Traditional RFID technology covers a limited range of a few meters, however. Technical University of Crete is currently laying the groundwork for the creation of scatter radio of the order of tens to hundreds of meters. How?
“In typical RFID applications, the reader has also the illuminator of the initial wave. We separated these two. The carrier reader is a different device from the reader of the scatter information. You illuminate the tag with a carrier, the tag modulates information using this trick with the switch, and the reader demodulates the data the plant sends, extracting the information the user wants using smart signaling process – we worked hard on intelligent, software-defined signal processing at the reader, highlighting the differences with conventional Marconi-type signals, as well as efficient modulation and powering at the tag – the latter is so simple in terms of hardware and power consumption that could be powered by various means, including solar energy or super capacitors or other means that need no battery replacement” says Dr. Bletsas.
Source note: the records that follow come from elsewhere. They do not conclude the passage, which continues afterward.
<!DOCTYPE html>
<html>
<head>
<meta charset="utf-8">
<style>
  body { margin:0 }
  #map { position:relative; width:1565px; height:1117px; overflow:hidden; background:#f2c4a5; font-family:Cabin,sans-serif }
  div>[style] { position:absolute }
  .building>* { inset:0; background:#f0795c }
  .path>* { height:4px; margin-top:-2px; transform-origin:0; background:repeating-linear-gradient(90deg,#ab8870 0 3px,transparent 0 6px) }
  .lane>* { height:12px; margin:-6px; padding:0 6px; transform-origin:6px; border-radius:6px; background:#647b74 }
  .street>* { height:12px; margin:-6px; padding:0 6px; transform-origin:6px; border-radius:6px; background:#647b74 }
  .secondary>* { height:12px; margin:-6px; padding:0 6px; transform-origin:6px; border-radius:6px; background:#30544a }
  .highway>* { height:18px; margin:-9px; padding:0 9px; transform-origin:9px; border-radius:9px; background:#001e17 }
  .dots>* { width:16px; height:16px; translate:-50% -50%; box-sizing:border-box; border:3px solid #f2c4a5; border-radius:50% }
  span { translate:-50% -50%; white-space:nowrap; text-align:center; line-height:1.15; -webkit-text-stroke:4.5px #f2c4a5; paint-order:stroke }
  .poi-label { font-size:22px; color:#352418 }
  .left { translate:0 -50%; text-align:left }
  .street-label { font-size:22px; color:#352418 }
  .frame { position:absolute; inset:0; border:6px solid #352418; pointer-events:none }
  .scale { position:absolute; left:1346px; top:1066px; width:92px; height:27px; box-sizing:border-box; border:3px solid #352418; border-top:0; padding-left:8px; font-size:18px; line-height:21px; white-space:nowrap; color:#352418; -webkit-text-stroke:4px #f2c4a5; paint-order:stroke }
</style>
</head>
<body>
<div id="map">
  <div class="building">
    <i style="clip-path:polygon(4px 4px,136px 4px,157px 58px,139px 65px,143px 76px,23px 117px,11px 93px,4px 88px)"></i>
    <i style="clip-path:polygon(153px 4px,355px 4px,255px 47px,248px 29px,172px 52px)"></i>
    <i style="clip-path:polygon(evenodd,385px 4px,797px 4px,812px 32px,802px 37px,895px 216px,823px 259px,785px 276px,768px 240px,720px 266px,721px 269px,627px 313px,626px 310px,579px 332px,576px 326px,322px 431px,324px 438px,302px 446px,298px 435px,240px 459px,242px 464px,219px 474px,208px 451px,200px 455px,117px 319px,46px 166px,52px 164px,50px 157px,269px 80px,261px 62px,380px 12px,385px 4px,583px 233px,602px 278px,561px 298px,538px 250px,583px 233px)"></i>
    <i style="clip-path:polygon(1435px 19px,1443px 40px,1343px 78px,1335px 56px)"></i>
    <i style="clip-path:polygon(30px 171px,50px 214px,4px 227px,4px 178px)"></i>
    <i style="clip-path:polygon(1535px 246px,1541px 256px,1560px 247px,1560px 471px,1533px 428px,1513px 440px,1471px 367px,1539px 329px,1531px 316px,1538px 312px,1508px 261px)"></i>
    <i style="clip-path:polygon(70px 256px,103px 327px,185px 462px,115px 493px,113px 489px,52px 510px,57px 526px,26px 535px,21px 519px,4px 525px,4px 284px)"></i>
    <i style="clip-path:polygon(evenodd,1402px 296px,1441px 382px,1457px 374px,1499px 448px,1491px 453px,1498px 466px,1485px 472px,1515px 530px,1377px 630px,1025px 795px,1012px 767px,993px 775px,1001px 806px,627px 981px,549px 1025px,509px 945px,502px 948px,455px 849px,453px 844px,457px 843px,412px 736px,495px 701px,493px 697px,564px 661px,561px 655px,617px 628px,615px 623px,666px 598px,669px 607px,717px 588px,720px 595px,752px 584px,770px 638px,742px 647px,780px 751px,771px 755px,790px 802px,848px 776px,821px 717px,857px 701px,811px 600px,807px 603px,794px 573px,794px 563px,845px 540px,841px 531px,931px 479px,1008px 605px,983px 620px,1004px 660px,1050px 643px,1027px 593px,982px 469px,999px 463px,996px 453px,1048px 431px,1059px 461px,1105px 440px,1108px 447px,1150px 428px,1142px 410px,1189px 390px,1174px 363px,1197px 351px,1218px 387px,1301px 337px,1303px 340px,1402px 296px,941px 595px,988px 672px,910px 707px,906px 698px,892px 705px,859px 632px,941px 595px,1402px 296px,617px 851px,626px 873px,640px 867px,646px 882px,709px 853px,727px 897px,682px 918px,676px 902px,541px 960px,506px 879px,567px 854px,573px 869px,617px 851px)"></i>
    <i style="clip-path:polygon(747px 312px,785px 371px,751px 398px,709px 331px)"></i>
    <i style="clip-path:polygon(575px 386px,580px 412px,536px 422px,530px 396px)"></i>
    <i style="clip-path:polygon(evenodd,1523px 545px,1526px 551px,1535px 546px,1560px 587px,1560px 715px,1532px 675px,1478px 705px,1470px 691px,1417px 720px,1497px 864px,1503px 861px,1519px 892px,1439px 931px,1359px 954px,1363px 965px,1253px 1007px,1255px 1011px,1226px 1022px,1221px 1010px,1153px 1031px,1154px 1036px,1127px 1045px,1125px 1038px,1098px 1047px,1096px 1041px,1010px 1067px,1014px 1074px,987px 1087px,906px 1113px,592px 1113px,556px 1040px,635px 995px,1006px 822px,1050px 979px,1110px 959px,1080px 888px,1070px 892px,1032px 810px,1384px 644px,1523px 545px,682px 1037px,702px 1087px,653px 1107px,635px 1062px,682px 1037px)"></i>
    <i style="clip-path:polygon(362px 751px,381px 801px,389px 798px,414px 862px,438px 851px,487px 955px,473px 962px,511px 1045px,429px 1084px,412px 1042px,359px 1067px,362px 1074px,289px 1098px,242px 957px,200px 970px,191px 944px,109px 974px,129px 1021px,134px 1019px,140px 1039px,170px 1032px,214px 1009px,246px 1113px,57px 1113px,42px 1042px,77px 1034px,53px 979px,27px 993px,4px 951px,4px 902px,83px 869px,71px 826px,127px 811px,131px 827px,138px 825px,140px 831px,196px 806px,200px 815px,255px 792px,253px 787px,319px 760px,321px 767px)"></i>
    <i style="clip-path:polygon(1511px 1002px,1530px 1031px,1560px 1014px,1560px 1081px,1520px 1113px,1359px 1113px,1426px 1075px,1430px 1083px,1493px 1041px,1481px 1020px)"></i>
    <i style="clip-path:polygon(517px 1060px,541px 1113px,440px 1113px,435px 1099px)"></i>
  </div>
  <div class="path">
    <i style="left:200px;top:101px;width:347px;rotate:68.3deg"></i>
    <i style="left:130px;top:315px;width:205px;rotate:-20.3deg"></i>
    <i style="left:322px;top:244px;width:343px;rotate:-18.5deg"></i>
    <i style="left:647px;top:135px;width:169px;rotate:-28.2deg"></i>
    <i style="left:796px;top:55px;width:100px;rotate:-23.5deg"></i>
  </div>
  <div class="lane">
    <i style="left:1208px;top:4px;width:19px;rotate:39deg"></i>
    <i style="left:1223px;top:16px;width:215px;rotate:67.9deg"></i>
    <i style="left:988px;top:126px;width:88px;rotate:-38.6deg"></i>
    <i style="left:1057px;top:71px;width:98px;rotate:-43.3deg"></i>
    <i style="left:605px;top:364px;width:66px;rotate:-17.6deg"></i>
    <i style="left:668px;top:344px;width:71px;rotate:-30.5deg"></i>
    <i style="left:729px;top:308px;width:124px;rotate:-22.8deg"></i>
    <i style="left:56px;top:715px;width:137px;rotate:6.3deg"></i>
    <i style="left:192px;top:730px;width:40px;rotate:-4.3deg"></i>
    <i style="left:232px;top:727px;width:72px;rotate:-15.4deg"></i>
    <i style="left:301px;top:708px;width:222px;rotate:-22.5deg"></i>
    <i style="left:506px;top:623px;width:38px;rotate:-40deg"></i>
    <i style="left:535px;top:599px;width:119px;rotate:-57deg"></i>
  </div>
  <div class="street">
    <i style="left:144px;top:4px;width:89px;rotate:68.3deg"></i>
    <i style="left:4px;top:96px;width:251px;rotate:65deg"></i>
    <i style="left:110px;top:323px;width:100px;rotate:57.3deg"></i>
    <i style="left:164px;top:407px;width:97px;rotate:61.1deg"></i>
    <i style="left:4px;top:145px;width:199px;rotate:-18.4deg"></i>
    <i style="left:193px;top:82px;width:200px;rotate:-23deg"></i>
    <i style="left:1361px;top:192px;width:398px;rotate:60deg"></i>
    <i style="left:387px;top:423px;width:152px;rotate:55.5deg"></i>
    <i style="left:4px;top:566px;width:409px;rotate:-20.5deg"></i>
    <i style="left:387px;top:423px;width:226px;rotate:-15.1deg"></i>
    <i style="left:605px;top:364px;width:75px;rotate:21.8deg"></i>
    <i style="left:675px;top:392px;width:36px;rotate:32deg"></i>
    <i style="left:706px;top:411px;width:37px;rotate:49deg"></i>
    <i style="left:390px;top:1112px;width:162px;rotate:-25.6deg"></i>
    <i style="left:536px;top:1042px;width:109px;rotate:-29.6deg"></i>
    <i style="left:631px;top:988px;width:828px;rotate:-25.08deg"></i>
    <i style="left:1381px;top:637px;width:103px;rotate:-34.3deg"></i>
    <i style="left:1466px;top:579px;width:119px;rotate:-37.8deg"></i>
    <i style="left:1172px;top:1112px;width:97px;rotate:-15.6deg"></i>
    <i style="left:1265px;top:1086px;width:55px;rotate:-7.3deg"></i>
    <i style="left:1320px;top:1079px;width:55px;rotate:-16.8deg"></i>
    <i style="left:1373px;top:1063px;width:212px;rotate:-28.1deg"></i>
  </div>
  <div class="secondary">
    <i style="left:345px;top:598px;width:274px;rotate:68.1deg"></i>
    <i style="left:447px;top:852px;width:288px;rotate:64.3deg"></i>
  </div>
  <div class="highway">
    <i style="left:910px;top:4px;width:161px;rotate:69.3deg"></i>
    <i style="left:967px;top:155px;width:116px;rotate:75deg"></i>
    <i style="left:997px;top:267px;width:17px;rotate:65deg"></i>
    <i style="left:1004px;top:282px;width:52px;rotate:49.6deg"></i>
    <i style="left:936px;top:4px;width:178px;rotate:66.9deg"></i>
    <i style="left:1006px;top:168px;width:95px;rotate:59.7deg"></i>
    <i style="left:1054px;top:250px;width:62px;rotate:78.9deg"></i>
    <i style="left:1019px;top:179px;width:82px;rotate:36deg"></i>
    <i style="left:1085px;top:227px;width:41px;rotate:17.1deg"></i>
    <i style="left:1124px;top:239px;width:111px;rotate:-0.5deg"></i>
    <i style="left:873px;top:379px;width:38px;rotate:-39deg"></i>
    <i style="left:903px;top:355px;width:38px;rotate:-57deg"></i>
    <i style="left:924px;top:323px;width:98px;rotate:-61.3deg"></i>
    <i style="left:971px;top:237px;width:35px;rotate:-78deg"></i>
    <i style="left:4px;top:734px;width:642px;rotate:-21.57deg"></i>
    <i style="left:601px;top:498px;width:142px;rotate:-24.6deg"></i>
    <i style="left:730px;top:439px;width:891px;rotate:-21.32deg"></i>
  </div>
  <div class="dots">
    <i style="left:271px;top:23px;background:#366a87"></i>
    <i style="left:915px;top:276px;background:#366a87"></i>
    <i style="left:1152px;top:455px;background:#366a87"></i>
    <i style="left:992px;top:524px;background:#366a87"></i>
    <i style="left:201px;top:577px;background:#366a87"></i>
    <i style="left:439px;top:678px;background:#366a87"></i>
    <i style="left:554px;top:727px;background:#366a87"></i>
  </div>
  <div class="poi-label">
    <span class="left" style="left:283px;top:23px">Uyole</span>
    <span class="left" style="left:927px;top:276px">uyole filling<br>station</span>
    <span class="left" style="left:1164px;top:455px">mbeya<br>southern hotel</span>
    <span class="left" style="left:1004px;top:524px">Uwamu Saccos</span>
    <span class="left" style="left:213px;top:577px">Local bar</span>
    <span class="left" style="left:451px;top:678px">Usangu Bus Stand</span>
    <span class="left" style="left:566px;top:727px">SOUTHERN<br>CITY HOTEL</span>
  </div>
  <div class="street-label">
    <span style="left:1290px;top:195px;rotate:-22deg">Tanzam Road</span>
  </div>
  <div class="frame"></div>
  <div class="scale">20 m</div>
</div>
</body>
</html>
“This is bistatic scatter radio architecture. Our idea is based on backscatter communication, that is communication by means of signal reflection, rather than active signal transmission. With backscatter communication and appropriate design, the RF front-end of each sensor can be simplified to a single transistor, reducing complexity and cost by at least one-order-of magnitude, compared to conventional (i.e. Marconi-type) radios. Current RFID systems target short-range, large bit-rate applications but our research team leverages the idea of backscatter communication for long-range, low bit-rate and large number of simultaneously operating low-complexity sensors,” says the Professor.
And all these at the cost of a couple of euros.
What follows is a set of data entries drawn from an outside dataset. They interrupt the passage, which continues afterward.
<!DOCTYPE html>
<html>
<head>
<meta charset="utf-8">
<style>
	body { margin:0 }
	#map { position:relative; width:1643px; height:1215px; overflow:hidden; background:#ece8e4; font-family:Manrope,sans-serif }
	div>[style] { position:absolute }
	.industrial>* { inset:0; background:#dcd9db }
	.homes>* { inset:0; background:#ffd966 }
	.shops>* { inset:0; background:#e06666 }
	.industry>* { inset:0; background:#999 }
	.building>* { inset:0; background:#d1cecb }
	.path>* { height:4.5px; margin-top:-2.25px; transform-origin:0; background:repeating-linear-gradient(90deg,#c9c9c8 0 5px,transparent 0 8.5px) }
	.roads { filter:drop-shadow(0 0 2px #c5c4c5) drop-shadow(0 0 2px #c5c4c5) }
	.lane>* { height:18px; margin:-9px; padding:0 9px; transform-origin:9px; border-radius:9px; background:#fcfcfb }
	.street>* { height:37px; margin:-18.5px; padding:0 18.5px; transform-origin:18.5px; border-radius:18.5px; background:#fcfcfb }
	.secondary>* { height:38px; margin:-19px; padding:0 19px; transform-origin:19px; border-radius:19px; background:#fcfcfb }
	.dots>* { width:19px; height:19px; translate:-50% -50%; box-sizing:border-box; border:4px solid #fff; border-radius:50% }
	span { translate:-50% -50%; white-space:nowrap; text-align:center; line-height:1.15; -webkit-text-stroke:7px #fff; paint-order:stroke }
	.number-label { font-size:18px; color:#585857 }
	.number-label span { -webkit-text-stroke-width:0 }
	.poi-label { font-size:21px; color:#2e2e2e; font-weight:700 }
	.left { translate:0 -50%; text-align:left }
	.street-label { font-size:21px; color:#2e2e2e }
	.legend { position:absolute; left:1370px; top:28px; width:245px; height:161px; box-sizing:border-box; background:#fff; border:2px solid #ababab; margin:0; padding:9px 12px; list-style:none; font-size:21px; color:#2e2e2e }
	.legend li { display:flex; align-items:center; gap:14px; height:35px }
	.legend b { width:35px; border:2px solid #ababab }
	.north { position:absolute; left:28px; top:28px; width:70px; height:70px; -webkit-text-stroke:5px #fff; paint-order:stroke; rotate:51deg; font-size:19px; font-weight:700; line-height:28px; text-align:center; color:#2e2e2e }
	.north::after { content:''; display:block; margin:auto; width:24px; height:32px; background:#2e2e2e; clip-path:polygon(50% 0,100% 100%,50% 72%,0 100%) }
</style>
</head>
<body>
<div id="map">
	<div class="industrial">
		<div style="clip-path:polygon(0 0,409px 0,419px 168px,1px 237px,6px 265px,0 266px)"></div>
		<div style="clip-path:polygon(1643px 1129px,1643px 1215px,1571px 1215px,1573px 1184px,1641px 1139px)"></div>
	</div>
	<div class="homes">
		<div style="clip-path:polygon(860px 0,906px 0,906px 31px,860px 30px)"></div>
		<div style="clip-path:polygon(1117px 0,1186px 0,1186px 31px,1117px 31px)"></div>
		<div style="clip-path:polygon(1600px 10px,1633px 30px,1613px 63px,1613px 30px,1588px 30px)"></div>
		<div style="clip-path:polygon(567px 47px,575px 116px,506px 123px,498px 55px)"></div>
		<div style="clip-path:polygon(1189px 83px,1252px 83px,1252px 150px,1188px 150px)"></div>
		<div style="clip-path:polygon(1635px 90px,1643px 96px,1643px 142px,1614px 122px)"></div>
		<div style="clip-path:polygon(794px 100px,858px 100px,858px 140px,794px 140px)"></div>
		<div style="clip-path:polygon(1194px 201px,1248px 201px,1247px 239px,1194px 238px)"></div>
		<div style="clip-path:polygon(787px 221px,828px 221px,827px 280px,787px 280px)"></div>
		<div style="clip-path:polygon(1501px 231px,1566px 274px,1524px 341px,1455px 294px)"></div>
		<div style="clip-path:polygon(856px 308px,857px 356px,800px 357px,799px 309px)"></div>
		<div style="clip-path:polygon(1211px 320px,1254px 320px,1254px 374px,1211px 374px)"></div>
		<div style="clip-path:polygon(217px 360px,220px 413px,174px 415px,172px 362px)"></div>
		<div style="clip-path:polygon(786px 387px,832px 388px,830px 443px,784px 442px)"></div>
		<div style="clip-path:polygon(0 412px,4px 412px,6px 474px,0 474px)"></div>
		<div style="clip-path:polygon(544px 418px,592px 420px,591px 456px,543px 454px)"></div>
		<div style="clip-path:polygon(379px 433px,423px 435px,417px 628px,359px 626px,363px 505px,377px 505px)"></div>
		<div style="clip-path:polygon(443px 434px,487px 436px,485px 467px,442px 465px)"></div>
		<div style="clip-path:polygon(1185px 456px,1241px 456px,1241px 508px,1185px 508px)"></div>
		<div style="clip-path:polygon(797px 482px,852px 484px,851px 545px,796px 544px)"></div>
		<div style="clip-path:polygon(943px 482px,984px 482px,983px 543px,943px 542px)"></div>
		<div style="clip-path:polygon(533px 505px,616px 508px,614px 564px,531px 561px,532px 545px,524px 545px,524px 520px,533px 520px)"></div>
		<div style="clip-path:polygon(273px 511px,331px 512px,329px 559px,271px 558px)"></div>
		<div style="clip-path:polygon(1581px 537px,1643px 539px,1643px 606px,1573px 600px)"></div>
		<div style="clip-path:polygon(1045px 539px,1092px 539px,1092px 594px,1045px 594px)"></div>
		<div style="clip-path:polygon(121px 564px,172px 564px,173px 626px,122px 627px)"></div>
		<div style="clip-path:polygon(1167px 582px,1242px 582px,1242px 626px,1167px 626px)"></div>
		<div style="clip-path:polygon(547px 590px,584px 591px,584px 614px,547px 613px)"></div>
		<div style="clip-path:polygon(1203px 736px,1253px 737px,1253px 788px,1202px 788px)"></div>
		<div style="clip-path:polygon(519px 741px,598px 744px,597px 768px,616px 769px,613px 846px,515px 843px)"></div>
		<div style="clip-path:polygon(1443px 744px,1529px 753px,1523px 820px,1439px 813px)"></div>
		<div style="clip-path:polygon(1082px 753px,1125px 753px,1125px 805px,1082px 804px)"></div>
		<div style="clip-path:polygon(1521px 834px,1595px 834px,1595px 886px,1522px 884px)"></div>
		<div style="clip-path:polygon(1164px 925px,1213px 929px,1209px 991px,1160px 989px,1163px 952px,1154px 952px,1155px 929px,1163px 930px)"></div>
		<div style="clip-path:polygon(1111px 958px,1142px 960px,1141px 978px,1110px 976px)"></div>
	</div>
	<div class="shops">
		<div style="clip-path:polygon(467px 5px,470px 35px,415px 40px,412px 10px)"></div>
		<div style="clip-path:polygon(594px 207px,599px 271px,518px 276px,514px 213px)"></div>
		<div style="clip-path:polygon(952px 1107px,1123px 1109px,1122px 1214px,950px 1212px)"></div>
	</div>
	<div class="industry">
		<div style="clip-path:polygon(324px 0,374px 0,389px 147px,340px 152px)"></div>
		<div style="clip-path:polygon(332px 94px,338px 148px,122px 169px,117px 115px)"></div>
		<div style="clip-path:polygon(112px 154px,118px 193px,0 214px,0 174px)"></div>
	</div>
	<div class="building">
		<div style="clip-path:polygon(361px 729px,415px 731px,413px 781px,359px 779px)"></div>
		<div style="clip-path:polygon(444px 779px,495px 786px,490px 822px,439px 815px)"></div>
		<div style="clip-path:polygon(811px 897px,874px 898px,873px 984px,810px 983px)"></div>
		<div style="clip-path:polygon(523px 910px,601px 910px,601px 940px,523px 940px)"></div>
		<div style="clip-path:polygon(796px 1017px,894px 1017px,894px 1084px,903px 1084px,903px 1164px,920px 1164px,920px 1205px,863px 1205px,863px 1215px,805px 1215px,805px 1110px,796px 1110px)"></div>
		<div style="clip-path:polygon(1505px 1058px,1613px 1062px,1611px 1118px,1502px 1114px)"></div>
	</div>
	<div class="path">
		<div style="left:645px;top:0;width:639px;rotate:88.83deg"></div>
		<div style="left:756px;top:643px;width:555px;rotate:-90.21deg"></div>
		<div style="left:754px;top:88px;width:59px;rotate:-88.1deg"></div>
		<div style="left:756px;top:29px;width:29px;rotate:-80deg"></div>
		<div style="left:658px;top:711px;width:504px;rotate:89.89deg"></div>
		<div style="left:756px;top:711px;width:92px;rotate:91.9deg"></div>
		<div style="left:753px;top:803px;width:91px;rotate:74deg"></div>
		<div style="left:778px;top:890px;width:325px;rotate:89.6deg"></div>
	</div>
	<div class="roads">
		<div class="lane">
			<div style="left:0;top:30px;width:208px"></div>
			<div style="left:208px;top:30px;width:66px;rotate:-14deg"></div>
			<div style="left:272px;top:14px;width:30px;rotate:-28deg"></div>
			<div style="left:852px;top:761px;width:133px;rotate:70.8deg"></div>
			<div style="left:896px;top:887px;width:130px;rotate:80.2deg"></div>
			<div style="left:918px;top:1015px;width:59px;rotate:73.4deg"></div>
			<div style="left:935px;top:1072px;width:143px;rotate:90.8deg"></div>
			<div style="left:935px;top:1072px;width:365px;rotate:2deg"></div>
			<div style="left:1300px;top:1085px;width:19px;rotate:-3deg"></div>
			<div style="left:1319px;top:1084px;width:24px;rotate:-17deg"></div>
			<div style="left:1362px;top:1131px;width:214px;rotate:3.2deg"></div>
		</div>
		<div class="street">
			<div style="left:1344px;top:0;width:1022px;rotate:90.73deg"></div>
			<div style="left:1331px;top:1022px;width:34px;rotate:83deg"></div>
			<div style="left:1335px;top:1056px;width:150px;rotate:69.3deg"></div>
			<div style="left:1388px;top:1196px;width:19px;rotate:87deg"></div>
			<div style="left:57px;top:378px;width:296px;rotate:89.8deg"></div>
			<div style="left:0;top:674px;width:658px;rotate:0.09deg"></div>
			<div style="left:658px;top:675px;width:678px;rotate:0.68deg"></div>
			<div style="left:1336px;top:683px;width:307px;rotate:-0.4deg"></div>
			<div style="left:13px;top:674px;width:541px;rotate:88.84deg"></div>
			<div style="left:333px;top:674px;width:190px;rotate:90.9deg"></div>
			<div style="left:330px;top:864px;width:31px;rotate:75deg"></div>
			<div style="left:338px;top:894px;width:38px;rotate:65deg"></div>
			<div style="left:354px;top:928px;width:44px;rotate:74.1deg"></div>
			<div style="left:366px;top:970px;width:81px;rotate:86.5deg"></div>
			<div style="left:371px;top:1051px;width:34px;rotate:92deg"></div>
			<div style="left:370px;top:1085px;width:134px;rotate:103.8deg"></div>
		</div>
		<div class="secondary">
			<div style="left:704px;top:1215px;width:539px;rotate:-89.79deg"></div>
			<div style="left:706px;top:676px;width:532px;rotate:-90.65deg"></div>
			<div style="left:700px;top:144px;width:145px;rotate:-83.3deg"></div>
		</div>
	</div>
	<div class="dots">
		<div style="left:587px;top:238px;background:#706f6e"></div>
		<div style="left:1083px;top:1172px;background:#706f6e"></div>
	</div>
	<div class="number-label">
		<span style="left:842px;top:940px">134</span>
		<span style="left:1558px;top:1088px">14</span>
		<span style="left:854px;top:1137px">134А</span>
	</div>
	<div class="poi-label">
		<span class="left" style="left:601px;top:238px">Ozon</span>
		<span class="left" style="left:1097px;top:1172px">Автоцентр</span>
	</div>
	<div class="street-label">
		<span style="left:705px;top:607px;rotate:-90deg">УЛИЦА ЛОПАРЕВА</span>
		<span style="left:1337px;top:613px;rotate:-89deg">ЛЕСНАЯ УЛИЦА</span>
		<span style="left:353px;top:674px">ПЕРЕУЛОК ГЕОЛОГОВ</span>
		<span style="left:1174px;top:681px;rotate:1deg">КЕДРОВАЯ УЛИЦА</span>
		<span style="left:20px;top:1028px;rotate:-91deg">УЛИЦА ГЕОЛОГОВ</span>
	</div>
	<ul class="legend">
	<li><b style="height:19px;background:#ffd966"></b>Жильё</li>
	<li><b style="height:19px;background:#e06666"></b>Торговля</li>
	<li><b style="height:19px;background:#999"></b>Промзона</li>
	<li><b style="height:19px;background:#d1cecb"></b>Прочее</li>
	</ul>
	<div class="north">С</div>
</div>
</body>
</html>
The next big challenge is to treat plants as sensors themselves. “Plants are very intelligent sensors,” affirms Dr. Bletsas. “Instead of monitoring external parameters why not plug electrodes at the plant stem and convert that electric potential (EP) voltage to periodic signal that has a fundamental frequency proportional to that EP signal and transmit it with the same principle?”
By monitoring the electric potential the user can decipher not only whether there is rain in the air or soil but also whether the plant itself has been watered or not. Solar irradiance and electric potential signal are fully correlated. “By monitoring electric potential signal I can find out what time of the day this signal appeared. So I can find out the clock of the plant, “says Dr. Bletsas.
Clearly, the Internet of Vegetables offers a new window into decrypting plant mechanisms of communication previously unfathomed. In this optimistic context, TUC is ready to break new barriers for the way plants “network” with their kind and humans.
“Our main goal was to create systems enabling a large communication range of 150 meters. We have done it”.
“Then, a sensor and radio that cost less than a euro. We are at about 5 euros in quantities of ten now but the ultimate aim is not far. If we scale production up to quantities of 10000 or 100000 it may go down.”
“We want completely battery less sensors. We are close“.
A fascinating spectrum of projects on the Internet of Things (IoT) will radically make over the physical world into one that is as “graspable” and comprehensible as the digitalized one. In the specific case of plants, agricultural fields with dense environmental sensor networks savvying how plants communicate, how they suffer and how their biological clock “ticks” will occasion to maximum irrigation efficiency and plant health at the lowest energy and monetary cost. Are you ready to tune with the greens?